PROVIDED MATERIAL Block Start

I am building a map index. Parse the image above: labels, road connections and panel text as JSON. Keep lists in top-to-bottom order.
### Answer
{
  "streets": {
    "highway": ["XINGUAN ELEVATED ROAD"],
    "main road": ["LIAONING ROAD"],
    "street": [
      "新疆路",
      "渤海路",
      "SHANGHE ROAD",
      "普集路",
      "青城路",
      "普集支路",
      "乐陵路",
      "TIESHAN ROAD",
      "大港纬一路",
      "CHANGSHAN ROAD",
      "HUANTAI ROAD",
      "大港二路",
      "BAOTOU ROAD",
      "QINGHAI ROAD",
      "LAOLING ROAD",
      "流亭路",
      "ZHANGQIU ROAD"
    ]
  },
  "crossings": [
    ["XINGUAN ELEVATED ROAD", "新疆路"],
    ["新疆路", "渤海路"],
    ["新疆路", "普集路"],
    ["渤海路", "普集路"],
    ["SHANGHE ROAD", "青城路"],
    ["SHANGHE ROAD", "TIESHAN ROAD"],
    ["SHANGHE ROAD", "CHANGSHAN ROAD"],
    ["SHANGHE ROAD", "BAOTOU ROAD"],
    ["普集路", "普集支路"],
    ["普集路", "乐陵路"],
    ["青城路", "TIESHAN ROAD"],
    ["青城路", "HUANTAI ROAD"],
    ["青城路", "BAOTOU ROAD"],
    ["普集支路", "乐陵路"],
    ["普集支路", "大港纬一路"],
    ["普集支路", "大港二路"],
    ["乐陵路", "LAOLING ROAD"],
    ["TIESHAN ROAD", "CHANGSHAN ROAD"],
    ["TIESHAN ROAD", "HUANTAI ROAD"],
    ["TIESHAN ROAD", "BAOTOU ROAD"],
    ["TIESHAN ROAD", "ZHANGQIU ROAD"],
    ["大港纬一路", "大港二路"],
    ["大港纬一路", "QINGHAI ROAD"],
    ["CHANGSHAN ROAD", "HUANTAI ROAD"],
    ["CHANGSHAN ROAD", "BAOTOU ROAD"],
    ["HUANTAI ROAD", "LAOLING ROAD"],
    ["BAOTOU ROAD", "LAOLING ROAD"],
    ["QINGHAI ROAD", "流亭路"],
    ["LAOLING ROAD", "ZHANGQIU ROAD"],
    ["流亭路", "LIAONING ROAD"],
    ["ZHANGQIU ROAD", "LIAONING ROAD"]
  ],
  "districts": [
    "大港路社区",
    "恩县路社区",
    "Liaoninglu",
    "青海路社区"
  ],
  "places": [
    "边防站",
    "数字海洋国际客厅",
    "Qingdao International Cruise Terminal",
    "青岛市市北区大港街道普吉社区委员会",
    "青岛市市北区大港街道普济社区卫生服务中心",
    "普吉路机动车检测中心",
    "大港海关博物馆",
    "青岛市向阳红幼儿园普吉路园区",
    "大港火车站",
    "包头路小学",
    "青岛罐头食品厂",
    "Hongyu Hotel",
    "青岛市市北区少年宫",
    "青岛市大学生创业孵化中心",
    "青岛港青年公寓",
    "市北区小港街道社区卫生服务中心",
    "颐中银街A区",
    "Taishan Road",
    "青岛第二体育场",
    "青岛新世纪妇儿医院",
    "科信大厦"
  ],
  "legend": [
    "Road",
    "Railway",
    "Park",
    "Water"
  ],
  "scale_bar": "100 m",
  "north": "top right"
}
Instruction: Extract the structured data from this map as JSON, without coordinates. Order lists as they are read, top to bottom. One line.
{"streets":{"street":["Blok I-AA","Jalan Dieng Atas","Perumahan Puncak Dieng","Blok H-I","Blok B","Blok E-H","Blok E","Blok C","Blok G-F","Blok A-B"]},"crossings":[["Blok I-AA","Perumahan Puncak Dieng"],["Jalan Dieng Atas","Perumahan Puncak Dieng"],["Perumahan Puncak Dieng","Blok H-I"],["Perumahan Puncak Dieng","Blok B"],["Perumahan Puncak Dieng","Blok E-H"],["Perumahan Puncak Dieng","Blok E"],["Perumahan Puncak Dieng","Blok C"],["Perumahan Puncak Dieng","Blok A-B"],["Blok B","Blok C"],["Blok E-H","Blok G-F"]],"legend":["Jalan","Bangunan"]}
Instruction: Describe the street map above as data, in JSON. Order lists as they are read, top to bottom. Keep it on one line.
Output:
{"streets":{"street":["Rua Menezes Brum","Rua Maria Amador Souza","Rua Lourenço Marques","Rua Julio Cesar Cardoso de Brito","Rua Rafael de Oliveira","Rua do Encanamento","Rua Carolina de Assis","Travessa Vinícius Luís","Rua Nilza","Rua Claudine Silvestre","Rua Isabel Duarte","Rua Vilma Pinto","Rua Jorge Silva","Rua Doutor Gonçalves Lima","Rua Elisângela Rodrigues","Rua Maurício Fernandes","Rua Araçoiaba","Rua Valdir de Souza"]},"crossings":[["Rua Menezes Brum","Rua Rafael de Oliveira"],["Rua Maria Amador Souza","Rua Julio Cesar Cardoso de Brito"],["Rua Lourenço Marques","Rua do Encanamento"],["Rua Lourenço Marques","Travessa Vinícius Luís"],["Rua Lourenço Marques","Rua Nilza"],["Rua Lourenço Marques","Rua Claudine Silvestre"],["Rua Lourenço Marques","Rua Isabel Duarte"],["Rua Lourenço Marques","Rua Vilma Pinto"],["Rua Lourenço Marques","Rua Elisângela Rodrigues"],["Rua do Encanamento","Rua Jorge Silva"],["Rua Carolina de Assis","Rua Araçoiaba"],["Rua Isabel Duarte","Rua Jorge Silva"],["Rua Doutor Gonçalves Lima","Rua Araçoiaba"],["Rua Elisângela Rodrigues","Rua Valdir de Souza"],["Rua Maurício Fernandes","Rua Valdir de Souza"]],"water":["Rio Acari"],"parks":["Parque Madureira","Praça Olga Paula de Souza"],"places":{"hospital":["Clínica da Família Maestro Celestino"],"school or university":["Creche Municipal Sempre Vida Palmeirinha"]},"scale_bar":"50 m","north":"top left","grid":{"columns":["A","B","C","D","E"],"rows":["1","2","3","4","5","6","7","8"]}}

PROVIDED MATERIAL Block End

» TASK REQUIREMENTS
Extract all of the data above and output it character for character.

» SOLVED EXERCISE
I am building a map index. Parse the image above: labels, road connections and panel text as JSON. Keep lists in top-to-bottom order.
### Answer
{
  "streets": {
    "highway": ["XINGUAN ELEVATED ROAD"],
    "main road": ["LIAONING ROAD"],
    "street": [
      "新疆路",
      "渤海路",
      "SHANGHE ROAD",
      "普集路",
      "青城路",
      "普集支路",
      "乐陵路",
      "TIESHAN ROAD",
      "大港纬一路",
      "CHANGSHAN ROAD",
      "HUANTAI ROAD",
      "大港二路",
      "BAOTOU ROAD",
      "QINGHAI ROAD",
      "LAOLING ROAD",
      "流亭路",
      "ZHANGQIU ROAD"
    ]
  },
  "crossings": [
    ["XINGUAN ELEVATED ROAD", "新疆路"],
    ["新疆路", "渤海路"],
    ["新疆路", "普集路"],
    ["渤海路", "普集路"],
    ["SHANGHE ROAD", "青城路"],
    ["SHANGHE ROAD", "TIESHAN ROAD"],
    ["SHANGHE ROAD", "CHANGSHAN ROAD"],
    ["SHANGHE ROAD", "BAOTOU ROAD"],
    ["普集路", "普集支路"],
    ["普集路", "乐陵路"],
    ["青城路", "TIESHAN ROAD"],
    ["青城路", "HUANTAI ROAD"],
    ["青城路", "BAOTOU ROAD"],
    ["普集支路", "乐陵路"],
    ["普集支路", "大港纬一路"],
    ["普集支路", "大港二路"],
    ["乐陵路", "LAOLING ROAD"],
    ["TIESHAN ROAD", "CHANGSHAN ROAD"],
    ["TIESHAN ROAD", "HUANTAI ROAD"],
    ["TIESHAN ROAD", "BAOTOU ROAD"],
    ["TIESHAN ROAD", "ZHANGQIU ROAD"],
    ["大港纬一路", "大港二路"],
    ["大港纬一路", "QINGHAI ROAD"],
    ["CHANGSHAN ROAD", "HUANTAI ROAD"],
    ["CHANGSHAN ROAD", "BAOTOU ROAD"],
    ["HUANTAI ROAD", "LAOLING ROAD"],
    ["BAOTOU ROAD", "LAOLING ROAD"],
    ["QINGHAI ROAD", "流亭路"],
    ["LAOLING ROAD", "ZHANGQIU ROAD"],
    ["流亭路", "LIAONING ROAD"],
    ["ZHANGQIU ROAD", "LIAONING ROAD"]
  ],
  "districts": [
    "大港路社区",
    "恩县路社区",
    "Liaoninglu",
    "青海路社区"
  ],
  "places": [
    "边防站",
    "数字海洋国际客厅",
    "Qingdao International Cruise Terminal",
    "青岛市市北区大港街道普吉社区委员会",
    "青岛市市北区大港街道普济社区卫生服务中心",
    "普吉路机动车检测中心",
    "大港海关博物馆",
    "青岛市向阳红幼儿园普吉路园区",
    "大港火车站",
    "包头路小学",
    "青岛罐头食品厂",
    "Hongyu Hotel",
    "青岛市市北区少年宫",
    "青岛市大学生创业孵化中心",
    "青岛港青年公寓",
    "市北区小港街道社区卫生服务中心",
    "颐中银街A区",
    "Taishan Road",
    "青岛第二体育场",
    "青岛新世纪妇儿医院",
    "科信大厦"
  ],
  "legend": [
    "Road",
    "Railway",
    "Park",
    "Water"
  ],
  "scale_bar": "100 m",
  "north": "top right"
}
Instruction: Extract the structured data from this map as JSON, without coordinates. Order lists as they are read, top to bottom. One line.
{"streets":{"street":["Blok I-AA","Jalan Dieng Atas","Perumahan Puncak Dieng","Blok H-I","Blok B","Blok E-H","Blok E","Blok C","Blok G-F","Blok A-B"]},"crossings":[["Blok I-AA","Perumahan Puncak Dieng"],["Jalan Dieng Atas","Perumahan Puncak Dieng"],["Perumahan Puncak Dieng","Blok H-I"],["Perumahan Puncak Dieng","Blok B"],["Perumahan Puncak Dieng","Blok E-H"],["Perumahan Puncak Dieng","Blok E"],["Perumahan Puncak Dieng","Blok C"],["Perumahan Puncak Dieng","Blok A-B"],["Blok B","Blok C"],["Blok E-H","Blok G-F"]],"legend":["Jalan","Bangunan"]}
Instruction: Describe the street map above as data, in JSON. Order lists as they are read, top to bottom. Keep it on one line.
Output:
{"streets":{"street":["Rua Menezes Brum","Rua Maria Amador Souza","Rua Lourenço Marques","Rua Julio Cesar Cardoso de Brito","Rua Rafael de Oliveira","Rua do Encanamento","Rua Carolina de Assis","Travessa Vinícius Luís","Rua Nilza","Rua Claudine Silvestre","Rua Isabel Duarte","Rua Vilma Pinto","Rua Jorge Silva","Rua Doutor Gonçalves Lima","Rua Elisângela Rodrigues","Rua Maurício Fernandes","Rua Araçoiaba","Rua Valdir de Souza"]},"crossings":[["Rua Menezes Brum","Rua Rafael de Oliveira"],["Rua Maria Amador Souza","Rua Julio Cesar Cardoso de Brito"],["Rua Lourenço Marques","Rua do Encanamento"],["Rua Lourenço Marques","Travessa Vinícius Luís"],["Rua Lourenço Marques","Rua Nilza"],["Rua Lourenço Marques","Rua Claudine Silvestre"],["Rua Lourenço Marques","Rua Isabel Duarte"],["Rua Lourenço Marques","Rua Vilma Pinto"],["Rua Lourenço Marques","Rua Elisângela Rodrigues"],["Rua do Encanamento","Rua Jorge Silva"],["Rua Carolina de Assis","Rua Araçoiaba"],["Rua Isabel Duarte","Rua Jorge Silva"],["Rua Doutor Gonçalves Lima","Rua Araçoiaba"],["Rua Elisângela Rodrigues","Rua Valdir de Souza"],["Rua Maurício Fernandes","Rua Valdir de Souza"]],"water":["Rio Acari"],"parks":["Parque Madureira","Praça Olga Paula de Souza"],"places":{"hospital":["Clínica da Família Maestro Celestino"],"school or university":["Creche Municipal Sempre Vida Palmeirinha"]},"scale_bar":"50 m","north":"top left","grid":{"columns":["A","B","C","D","E"],"rows":["1","2","3","4","5","6","7","8"]}}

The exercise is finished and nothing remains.